Billionaire entrepreneur Elon Musk kept investors in the dark this weekend, floating a cryptic tweet with the word “tender,” a likely wink-and-nod reference to a potential tender offer to Twitter Inc. shareholders for control of the company.
The world’s richest person caused a stir last week after he filed a $43 billion proposal offering $54.20 a share for the social network, which led Twitter to adopt a so-called poison-pill provision on Friday to make it harder for Musk or a group of investors to acquire more shares.
If Twitter directors ultimately reject him, the world could learn whether Musk was truly threatening a direct appeal to shareholders or had just added the 1956 Elvis Presley hit “Love Me Tender” to his playlist.
Musk may try to partner with investors including Oracle Corp., given that its chief executive officer, Larry Ellison, is on Tesla Inc.’s board, along with a group of private equity firms including Thoma Bravo, Bloomberg Intelligence analysts Mandeep Singh and Ashley Kim wrote Friday. That partnership could raise the bid to $50 billion, they wrote.
An acquisition is far from certain even without the poison-pill provision and defensive tactics from the company’s board. Musk said at an April 14 TED conference that he is “unsure” if he’ll actually be able to acquire the company, adding that he has a backup plan, without offering details.
Over the weekend, Musk said the economic interests of Twitter’s board are not aligned with shareholders. He was responding to a tweet about board members’ stock holdings, saying that with the departure of Twitter founder Jack Dorsey, the board “collectively owns almost no shares.”
Dorsey, who remains on the company’s board until later this year, also took the unusual step of criticizing its managers on the platform. “It’s consistently been the dysfunction of the company,” Dorsey wrote of Twitter’s board.
With all eyes on the battle for Twitter, Wall Street banks are taking sides. Twitter has hired Goldman Sachs Group Inc. and JPMorgan Chase & Co., the latter of which has sparred previously with Musk over the valuation of hundreds of millions of dollars in Tesla stock warrants. Morgan Stanley is advising Musk.
Twitter shares have risen about 15% since Musk disclosed a 9.2% stake in the company on April 4 but, at $45.08 as of April 14, are well shy of his offer price, reflecting doubts that a deal will go through. Tesla has dropped 9.2% in the same period, as its investors grapple with the prospect of its CEO being distracted with another public company or passion project. The electric-vehicle maker is also under pressure in China, where its massive Shanghai automobile factory has been shuttered for weeks by the region’s COVID-19 lockdowns.

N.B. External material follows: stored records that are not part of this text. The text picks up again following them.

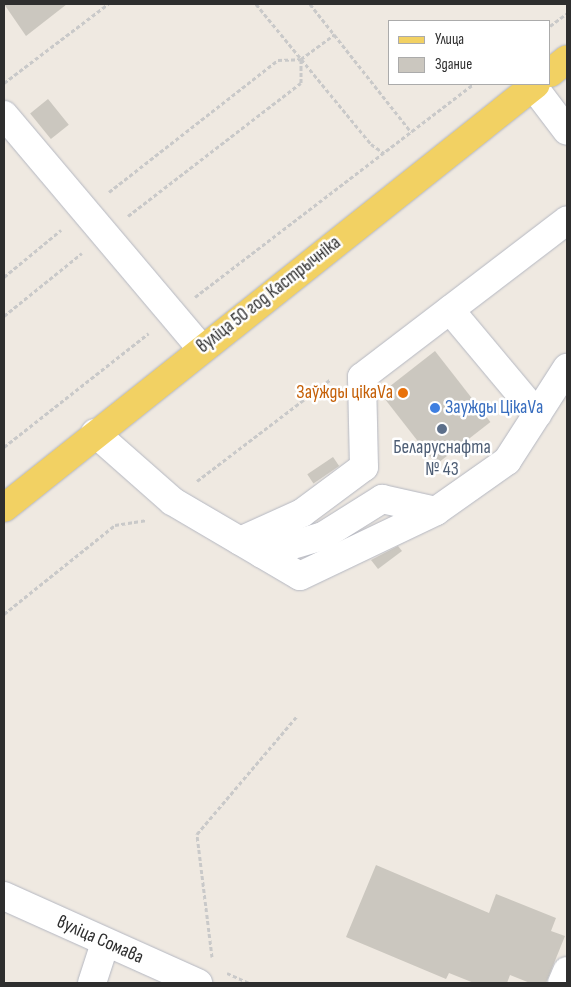 <!DOCTYPE html>
<meta charset="utf-8">
<style>
body{margin:0}
#map{position:relative;width:571px;height:987px;overflow:hidden;background:#efe9e1;font-family:"Sofia Sans Condensed",sans-serif}
div>[style]{position:absolute}
.building>*{inset:0;background:#cbc7bf;transform-origin:0 0}
.path>*{height:3px;margin-top:-1.5px;transform-origin:0;background:repeating-linear-gradient(90deg,#c9c9c9 0 4px,transparent 0 6.5px)}
.roads{filter:drop-shadow(0 0 1px #b4b7c1) drop-shadow(0 0 1px #b4b7c1)}
.minor>*{height:28px;margin:-14px;padding:0 14px;transform-origin:14px;border-radius:14px;background:#fff}
.major>*{height:28px;margin:-14px;padding:0 14px;transform-origin:14px;border-radius:14px;background:#f2d163}
.dots>*{width:14px;height:14px;translate:-50% -50%;box-sizing:border-box;border:2px solid #fff;border-radius:50%}
span{translate:-50% -50%;white-space:nowrap;text-align:center;line-height:1.15;-webkit-text-stroke:5px #fff;paint-order:stroke}
.street-label{font-size:19px;color:#2e2e2e}
.food-label{font-size:19px;color:#c56008}
.right{translate:-100% -50%;text-align:right}
.shop-label{font-size:19px;color:#366cbe}
.left{translate:0 -50%;text-align:left}
.service-label{font-size:19px;color:#4e5e75}
.frame{position:absolute;inset:0;border:5px solid #2e2e2e;pointer-events:none}
.legend{position:absolute;left:388px;top:20px;width:162px;height:65px;box-sizing:border-box;background:#fff;border:1px solid #ababab;margin:0;padding:6px 9px;list-style:none;font-size:15px;color:#2e2e2e}
.legend li{display:flex;align-items:center;gap:10px;height:25px}
.legend b{width:25px;border:1px solid #ababab}
</style>
<div id="map">
<div class="building">
<div style="clip-path:polygon(4px 4px,67px 4px,26px 36px)"></div>
<div style="left:48px;top:99px;width:33px;height:23px;rotate:51deg"></div>
<div style="left:435px;top:351px;width:90px;height:69px;rotate:52deg"></div>
<div style="left:333px;top:457px;width:11px;height:31px;rotate:56deg"></div>
<div style="clip-path:polygon(398px 546px,402px 551px,378px 569px,371px 560px)"></div>
<div style="clip-path:polygon(376px 865px,489px 913px,496px 894px,556px 918px,551px 931px,565px 936px,546px 983px,530px 983px,510px 975px,507px 983px,474px 983px,449px 973px,446px 979px,346px 937px)"></div>
</div>
<div class="path">
<div style="left:256px;top:4px;width:181px;rotate:50.6deg"></div>
<div style="left:371px;top:144px;width:16px;rotate:35deg"></div>
<div style="left:310px;top:4px;width:163px;rotate:51.7deg"></div>
<div style="left:550px;top:26px;width:21px;rotate:-37deg"></div>
<div style="left:4px;top:83px;width:131px;rotate:-37.2deg"></div>
<div style="left:109px;top:192px;width:214px;rotate:-38deg"></div>
<div style="left:278px;top:60px;width:23px;rotate:-2deg"></div>
<div style="left:128px;top:216px;width:218px;rotate:-37.6deg"></div>
<div style="left:301px;top:83px;width:24px;rotate:-90deg"></div>
<div style="left:301px;top:59px;width:42px;rotate:-36.3deg"></div>
<div style="left:4px;top:277px;width:74px;rotate:-39.5deg"></div>
<div style="left:195px;top:297px;width:351px;rotate:-37.4deg"></div>
<div style="left:4px;top:316px;width:100px;rotate:-38.9deg"></div>
<div style="left:4px;top:447px;width:184px;rotate:-38.2deg"></div>
<div style="left:197px;top:481px;width:168px;rotate:-37.3deg"></div>
<div style="left:4px;top:614px;width:142px;rotate:-38.7deg"></div>
<div style="left:115px;top:525px;width:31px;rotate:-9deg"></div>
<div style="left:212px;top:957px;width:124px;rotate:-97deg"></div>
<div style="left:197px;top:834px;width:155px;rotate:-49.7deg"></div>
<div style="left:227px;top:973px;width:24px;rotate:24deg"></div>
</div>
<div class="roads">
<div class="minor">
<div style="left:533px;top:86px;width:56px;rotate:52.9deg"></div>
<div style="left:4px;top:115px;width:305px;rotate:49.8deg"></div>
<div style="left:450px;top:310px;width:136px;rotate:50.1deg"></div>
<div style="left:95px;top:433px;width:103px;rotate:41.4deg"></div>
<div style="left:172px;top:501px;width:148px;rotate:30.4deg"></div>
<div style="left:300px;top:576px;width:151px;rotate:-25.5deg"></div>
<div style="left:436px;top:511px;width:87px;rotate:-35.2deg"></div>
<div style="left:507px;top:461px;width:111px;rotate:-57.2deg"></div>
<div style="left:240px;top:541px;width:68px;rotate:-24.3deg"></div>
<div style="left:302px;top:513px;width:77px;rotate:-36.6deg"></div>
<div style="left:364px;top:467px;width:90px;rotate:-91.3deg"></div>
<div style="left:362px;top:377px;width:258px;rotate:-37.4deg"></div>
<div style="left:262px;top:554px;width:64px;rotate:-16.4deg"></div>
<div style="left:323px;top:536px;width:70px;rotate:-32.1deg"></div>
<div style="left:382px;top:499px;width:55px;rotate:12.5deg"></div>
<div style="left:4px;top:896px;width:213px;rotate:24.2deg"></div>
<div style="left:92px;top:983px;width:42px;rotate:-72deg"></div>
<div style="left:562px;top:983px;width:13px;rotate:-67deg"></div>
</div>
<div class="major">
<div style="left:550px;top:73px;width:22px;rotate:-39deg"></div>
<div style="left:4px;top:508px;width:680px;rotate:-38.55deg"></div>
</div>
</div>
<div class="dots">
<div style="left:403px;top:393px;background:#e8710a"></div>
<div style="left:435px;top:408px;background:#3f7fe0"></div>
<div style="left:442px;top:429px;background:#5c6f8a"></div>
</div>
<div class="street-label">
<span style="left:269px;top:295px;rotate:-38deg">вуліца 50 год Кастрычніка</span>
<span style="left:100px;top:940px;rotate:24deg">вуліца Сомава</span>
</div>
<div class="food-label">
<span class="right" style="left:393px;top:393px">Заўжды цікаVа</span>
</div>
<div class="shop-label">
<span class="left" style="left:445px;top:408px">Заужды ЦікаVа</span>
</div>
<div class="service-label">
<span style="left:442px;top:459px">Беларуснафта<br>№ 43</span>
</div>
<div class="frame"></div>
<ul class="legend">
<li><b style="height:6px;background:#f2d163"></b>Улица</li>
<li><b style="height:14px;background:#cbc7bf"></b>Здание</li>
</ul>
</div>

Later this week, Tesla will report first-quarter earnings after posting record deliveries in the first three months of the year. Analysts are estimating revenue of about $17.8 billion and adjusted earnings of $2.27 a share.
“Tesla’s next phase of growth depends primarily on eliminating capacity constraints in Europe as the Berlin factory begins deliveries,” Bloomberg Intelligence analysts Kevin Tynan and Andreas Krohn wrote last week. “The pace of adoption and subsequent competition — given a more intense government regulatory and subsidy environment — ratchets up the urgency of getting high-volume nameplates built overseas.”